**Aim of the task:**
Reproduce exactly, and exclusively, the lines from the line containing "Read this image" through the final line of the listing below.

(Excerpted data begins)

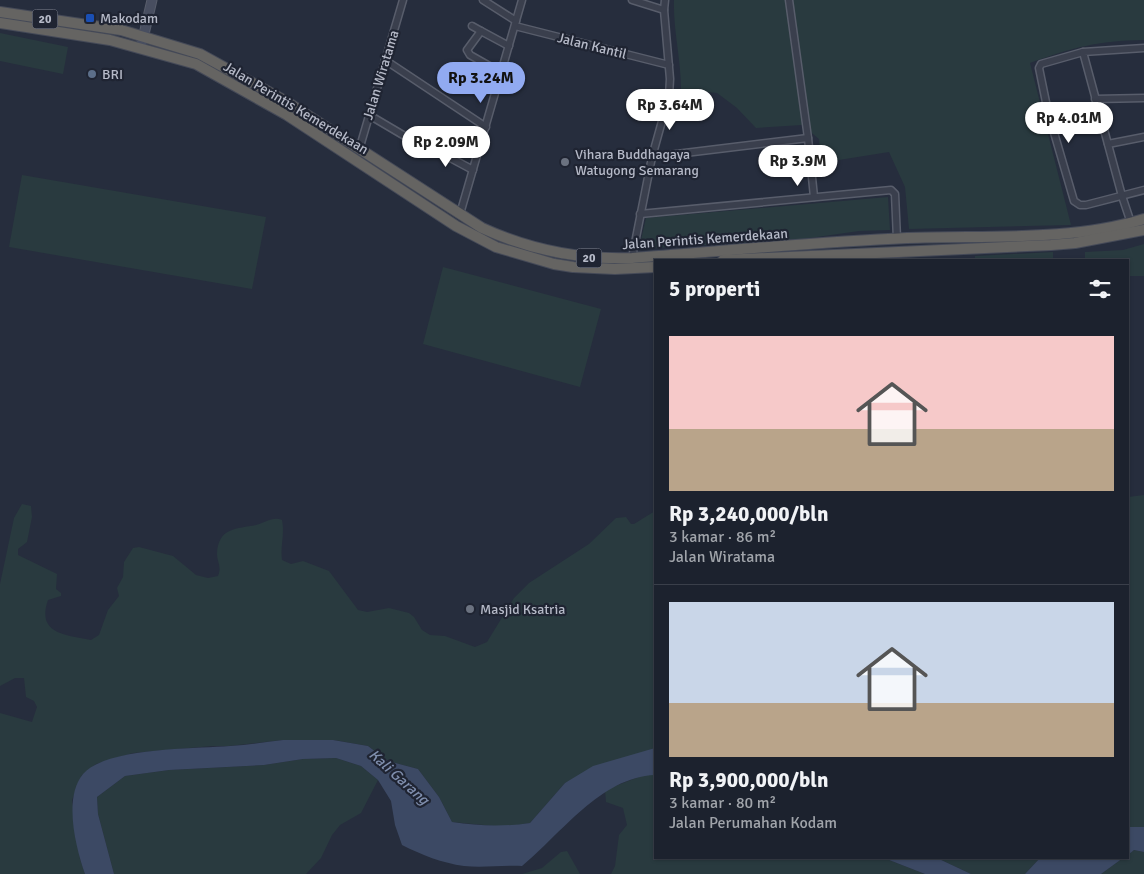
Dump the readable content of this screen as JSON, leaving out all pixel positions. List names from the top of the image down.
{
  "streets": {
    "highway": ["20", "Jalan Perintis Kemerdekaan"],
    "street": ["Jalan Kantil", "Jalan Wiratama"]
  },
  "crossings": [
    ["Jalan Wiratama", "Jalan Perintis Kemerdekaan"]
  ],
  "water": ["Kali Garang"],
  "places": {
    "transit": ["Makodam"],
    "other": ["BRI", "Vihara Buddhagaya Watugong Semarang", "Masjid Ksatria"]
  },
  "page": {
    "price": [
      "Rp 3.24M",
      "Rp 3.64M",
      "Rp 4.01M",
      "Rp 2.09M",
      "Rp 3.9M"
    ],
    "heading": "5 properti",
    "list": [
      {
        "name": "Rp 3,240,000/bln",
        "note": "3 kamar · 86 m² · Jalan Wiratama"
      },
      {
        "name": "Rp 3,900,000/bln",
        "note": "3 kamar · 80 m² · Jalan Perumahan Kodam"
      }
    ]
  }
}
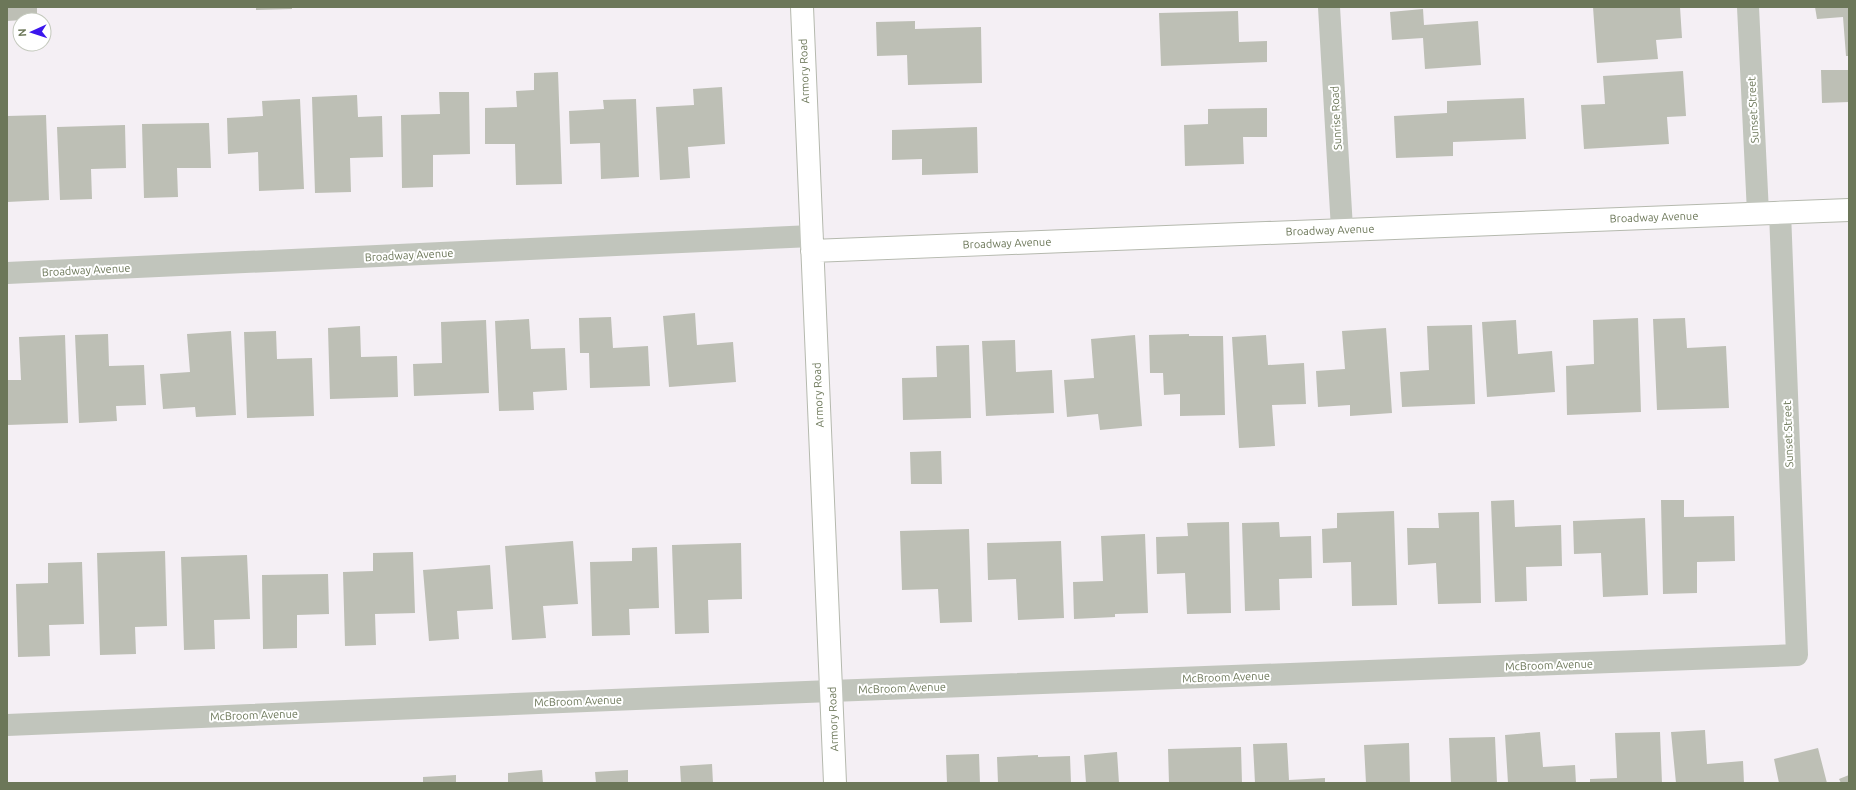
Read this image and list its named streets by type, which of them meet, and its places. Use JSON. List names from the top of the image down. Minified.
{"streets":{"street":["Armory Road","Sunset Street","Sunrise Road","Broadway Avenue","McBroom Avenue"]},"crossings":[["Armory Road","Broadway Avenue"],["Armory Road","McBroom Avenue"],["Sunset Street","Broadway Avenue"],["Sunset Street","McBroom Avenue"],["Sunrise Road","Broadway Avenue"]],"north":"left"}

(Excerpted data ends)

**Output:**
Read this image and list its named streets by type, which of them meet, and its places. Use JSON. List names from the top of the image down. Minified.
{"streets":{"street":["Armory Road","Sunset Street","Sunrise Road","Broadway Avenue","McBroom Avenue"]},"crossings":[["Armory Road","Broadway Avenue"],["Armory Road","McBroom Avenue"],["Sunset Street","Broadway Avenue"],["Sunset Street","McBroom Avenue"],["Sunrise Road","Broadway Avenue"]],"north":"left"}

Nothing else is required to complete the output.